Elle nous raconte son parcours, son amour pour la mer et nous donne ses conseils pour se lancer seul dans l’aventure entrepreneuriale.

 

– Bonjour Marie, tu as aujourd’hui 29 ans et tu as lancé en 2018 ConsultantSeas avec ton associé, peux-tu nous en dire plus sur ton entreprise ?

« ConsultantSeas est une agence de conseil spécialisée dans les stratégies de réduction de la pollution plastique marine. Nous accompagnons les entreprises de la chaîne de valeur du plastique – des producteurs de matière plastique aux entreprises de gestion de déchets en passant par les grandes marques qui utilisent ces plastiques dans leurs produits et emballages – dans leurs engagements et leurs actions de réduction du plastique en milieu marin.  Nous travaillons aussi de plus en plus avec les organisations internationales et les ONG : nous facilitons un engagement durable du secteur privé dans leurs programmes Plastiques & Océan.

Quelles études et expériences professionnelles as-tu réalisées avant cela ?

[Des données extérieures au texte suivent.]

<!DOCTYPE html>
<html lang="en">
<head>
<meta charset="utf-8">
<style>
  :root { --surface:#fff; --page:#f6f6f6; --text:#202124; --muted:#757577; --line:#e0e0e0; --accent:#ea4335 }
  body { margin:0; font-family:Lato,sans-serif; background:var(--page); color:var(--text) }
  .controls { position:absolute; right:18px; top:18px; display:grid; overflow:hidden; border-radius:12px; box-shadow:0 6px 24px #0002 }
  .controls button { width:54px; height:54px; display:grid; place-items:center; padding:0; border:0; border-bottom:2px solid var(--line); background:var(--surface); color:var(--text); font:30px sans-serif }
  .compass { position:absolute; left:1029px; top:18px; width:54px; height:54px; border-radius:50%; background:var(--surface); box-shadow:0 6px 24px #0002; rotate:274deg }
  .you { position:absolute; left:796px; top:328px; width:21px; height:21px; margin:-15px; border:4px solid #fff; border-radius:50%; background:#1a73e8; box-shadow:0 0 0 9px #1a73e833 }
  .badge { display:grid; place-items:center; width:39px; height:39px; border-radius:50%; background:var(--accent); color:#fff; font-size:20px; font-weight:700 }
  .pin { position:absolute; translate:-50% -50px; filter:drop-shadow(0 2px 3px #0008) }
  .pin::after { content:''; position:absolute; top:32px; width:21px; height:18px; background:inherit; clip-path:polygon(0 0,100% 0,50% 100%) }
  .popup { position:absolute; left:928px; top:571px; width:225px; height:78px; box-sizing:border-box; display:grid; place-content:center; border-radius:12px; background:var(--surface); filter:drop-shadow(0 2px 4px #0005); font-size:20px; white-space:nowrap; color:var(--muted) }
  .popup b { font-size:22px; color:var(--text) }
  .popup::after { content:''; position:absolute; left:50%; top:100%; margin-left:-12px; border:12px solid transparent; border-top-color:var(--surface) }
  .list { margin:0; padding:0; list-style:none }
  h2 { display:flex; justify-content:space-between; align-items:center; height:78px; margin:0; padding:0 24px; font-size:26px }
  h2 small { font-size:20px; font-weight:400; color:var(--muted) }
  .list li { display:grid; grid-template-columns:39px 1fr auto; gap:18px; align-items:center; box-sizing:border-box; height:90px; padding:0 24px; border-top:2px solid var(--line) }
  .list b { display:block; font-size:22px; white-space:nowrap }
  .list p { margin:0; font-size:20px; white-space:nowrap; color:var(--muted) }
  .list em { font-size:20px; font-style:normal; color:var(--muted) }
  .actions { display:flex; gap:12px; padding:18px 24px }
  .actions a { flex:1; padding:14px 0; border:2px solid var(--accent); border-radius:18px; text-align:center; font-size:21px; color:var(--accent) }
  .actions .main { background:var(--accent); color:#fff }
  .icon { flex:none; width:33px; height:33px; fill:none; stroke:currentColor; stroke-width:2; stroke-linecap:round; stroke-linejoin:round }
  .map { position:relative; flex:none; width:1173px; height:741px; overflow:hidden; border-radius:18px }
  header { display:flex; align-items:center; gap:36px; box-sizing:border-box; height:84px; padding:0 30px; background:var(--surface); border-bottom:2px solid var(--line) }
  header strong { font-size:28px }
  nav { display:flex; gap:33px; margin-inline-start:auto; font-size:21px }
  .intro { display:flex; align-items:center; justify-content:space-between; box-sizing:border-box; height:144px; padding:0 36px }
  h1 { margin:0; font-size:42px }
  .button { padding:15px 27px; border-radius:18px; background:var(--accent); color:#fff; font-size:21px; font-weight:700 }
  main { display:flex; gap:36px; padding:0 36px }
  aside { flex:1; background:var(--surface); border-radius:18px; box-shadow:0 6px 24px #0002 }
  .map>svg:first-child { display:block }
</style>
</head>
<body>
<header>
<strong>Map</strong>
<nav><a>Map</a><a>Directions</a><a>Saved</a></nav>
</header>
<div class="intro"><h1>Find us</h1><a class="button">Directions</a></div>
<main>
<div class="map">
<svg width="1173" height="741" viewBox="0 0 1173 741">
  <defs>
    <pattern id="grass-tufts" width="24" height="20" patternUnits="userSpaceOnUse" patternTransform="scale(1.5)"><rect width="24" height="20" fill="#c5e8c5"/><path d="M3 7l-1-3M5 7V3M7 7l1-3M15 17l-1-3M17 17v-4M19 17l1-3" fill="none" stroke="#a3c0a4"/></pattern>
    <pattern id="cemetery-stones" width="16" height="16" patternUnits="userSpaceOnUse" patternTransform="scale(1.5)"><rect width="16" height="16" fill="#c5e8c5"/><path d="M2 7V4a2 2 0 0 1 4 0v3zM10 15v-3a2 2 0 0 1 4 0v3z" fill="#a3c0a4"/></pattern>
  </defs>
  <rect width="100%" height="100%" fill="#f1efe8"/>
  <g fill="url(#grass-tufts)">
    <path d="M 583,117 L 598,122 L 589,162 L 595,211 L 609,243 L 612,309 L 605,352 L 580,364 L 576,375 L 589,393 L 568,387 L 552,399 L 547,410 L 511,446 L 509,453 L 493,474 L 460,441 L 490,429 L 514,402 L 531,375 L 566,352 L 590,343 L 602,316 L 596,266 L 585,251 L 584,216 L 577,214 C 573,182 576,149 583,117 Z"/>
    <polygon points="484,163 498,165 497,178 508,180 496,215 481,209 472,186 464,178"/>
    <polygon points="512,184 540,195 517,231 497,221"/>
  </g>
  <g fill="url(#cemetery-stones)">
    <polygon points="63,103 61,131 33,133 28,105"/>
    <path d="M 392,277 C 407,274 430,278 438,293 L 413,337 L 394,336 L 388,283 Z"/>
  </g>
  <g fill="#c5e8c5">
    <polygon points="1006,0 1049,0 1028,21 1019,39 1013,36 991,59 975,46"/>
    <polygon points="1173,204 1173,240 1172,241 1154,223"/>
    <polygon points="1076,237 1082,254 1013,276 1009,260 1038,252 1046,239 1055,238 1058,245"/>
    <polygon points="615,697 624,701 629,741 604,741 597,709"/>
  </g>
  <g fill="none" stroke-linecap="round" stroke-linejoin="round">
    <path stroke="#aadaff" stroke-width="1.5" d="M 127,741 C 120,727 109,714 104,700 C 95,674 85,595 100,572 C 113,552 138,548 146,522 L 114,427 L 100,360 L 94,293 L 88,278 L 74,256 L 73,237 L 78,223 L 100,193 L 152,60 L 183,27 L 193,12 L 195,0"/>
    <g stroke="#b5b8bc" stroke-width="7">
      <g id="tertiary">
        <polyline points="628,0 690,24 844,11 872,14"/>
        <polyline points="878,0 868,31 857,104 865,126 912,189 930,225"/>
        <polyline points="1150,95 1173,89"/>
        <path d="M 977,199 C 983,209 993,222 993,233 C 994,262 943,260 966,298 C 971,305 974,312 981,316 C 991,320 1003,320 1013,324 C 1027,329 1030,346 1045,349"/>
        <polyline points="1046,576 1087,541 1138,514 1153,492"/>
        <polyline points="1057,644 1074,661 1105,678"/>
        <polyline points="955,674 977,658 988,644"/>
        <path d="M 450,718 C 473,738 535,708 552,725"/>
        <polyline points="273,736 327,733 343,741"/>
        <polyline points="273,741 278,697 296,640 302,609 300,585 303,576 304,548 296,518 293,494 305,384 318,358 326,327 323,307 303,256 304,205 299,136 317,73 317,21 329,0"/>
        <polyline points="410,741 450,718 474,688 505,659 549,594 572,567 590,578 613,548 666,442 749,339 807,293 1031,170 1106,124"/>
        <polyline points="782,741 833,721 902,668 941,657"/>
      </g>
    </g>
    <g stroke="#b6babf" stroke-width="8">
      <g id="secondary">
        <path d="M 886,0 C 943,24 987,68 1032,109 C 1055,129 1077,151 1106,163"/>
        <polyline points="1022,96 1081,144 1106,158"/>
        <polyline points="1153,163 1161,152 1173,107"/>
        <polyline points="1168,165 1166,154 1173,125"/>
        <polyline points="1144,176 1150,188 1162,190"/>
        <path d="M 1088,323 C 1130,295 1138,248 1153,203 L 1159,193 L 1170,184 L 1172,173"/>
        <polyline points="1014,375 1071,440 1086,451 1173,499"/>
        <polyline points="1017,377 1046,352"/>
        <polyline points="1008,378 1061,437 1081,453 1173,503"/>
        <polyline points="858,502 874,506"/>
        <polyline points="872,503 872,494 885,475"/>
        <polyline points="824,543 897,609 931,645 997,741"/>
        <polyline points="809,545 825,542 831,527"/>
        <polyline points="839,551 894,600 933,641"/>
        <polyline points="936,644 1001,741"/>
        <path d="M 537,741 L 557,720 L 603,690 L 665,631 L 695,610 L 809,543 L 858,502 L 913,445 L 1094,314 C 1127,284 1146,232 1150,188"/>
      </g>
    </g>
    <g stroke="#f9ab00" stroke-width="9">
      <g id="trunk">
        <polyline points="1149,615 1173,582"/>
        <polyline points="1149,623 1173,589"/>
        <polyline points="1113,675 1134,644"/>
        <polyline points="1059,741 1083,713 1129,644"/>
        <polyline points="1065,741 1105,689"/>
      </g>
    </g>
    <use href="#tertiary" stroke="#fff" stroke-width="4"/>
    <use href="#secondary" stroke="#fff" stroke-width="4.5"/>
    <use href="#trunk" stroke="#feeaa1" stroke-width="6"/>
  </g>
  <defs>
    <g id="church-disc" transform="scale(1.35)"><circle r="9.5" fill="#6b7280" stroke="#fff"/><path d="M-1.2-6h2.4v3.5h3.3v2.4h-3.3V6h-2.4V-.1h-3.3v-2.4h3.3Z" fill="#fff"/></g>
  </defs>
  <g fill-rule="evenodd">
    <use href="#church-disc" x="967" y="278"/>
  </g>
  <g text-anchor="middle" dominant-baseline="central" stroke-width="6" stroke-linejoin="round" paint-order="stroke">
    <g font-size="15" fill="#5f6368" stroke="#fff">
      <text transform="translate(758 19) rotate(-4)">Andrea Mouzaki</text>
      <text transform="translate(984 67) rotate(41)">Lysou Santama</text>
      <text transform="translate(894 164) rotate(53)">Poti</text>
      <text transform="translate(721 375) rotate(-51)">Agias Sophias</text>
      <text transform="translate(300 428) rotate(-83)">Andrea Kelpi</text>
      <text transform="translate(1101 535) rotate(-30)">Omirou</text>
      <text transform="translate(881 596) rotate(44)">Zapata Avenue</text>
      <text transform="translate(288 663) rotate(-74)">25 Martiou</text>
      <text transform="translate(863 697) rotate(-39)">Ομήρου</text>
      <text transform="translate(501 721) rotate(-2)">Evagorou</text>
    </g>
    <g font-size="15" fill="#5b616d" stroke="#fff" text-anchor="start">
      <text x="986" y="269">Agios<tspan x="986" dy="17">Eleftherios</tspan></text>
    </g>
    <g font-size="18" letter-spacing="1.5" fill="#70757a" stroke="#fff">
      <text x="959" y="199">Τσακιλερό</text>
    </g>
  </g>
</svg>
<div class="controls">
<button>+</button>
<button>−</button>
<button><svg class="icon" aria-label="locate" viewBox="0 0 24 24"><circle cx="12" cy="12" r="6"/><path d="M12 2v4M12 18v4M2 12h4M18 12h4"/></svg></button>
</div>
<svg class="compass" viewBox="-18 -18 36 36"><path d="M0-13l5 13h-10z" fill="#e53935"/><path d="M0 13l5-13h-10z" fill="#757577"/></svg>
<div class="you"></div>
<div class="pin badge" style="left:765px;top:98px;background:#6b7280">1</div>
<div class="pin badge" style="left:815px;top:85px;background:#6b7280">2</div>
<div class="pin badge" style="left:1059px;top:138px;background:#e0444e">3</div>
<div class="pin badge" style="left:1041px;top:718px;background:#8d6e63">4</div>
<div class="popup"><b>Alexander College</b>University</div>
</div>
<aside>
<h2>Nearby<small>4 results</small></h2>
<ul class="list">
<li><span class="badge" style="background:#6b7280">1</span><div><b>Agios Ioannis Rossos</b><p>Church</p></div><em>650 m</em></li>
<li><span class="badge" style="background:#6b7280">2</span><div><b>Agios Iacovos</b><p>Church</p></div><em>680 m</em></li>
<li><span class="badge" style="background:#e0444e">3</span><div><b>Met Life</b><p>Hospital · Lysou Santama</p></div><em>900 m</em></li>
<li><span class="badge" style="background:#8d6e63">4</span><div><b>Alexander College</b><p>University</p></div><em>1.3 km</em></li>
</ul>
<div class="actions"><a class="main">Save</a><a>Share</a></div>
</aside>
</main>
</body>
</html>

J’ai toujours travaillé sur l’eau, douce et salée ! A 17 ans, je rêvais de vivre sur la mer et de voyager. Je me suis alors orientée vers le métier d’officier de marine.  J’ai effectué mes classes préparatoires au Lycée Naval à Brest. Après avoir obtenu mes concours, j’ai finalement choisi de ne pas entrer à l’Ecole Navale et de poursuivre en école d’ingénieur civile.

Je suis entrée à l’ENSEEIHT (N7) à Toulouse en spécialité Sciences de l’Eau et de l’Environnement. Cela m’a permis de découvrir l’océanographie et l’hydrologie lors de mes stages de 2nde et 3ème année, effectués à l’Institut de Recherche pour le Développement au Pérou et au Brésil successivement. Ma soif de découvrir le monde a commencé à être assouvie.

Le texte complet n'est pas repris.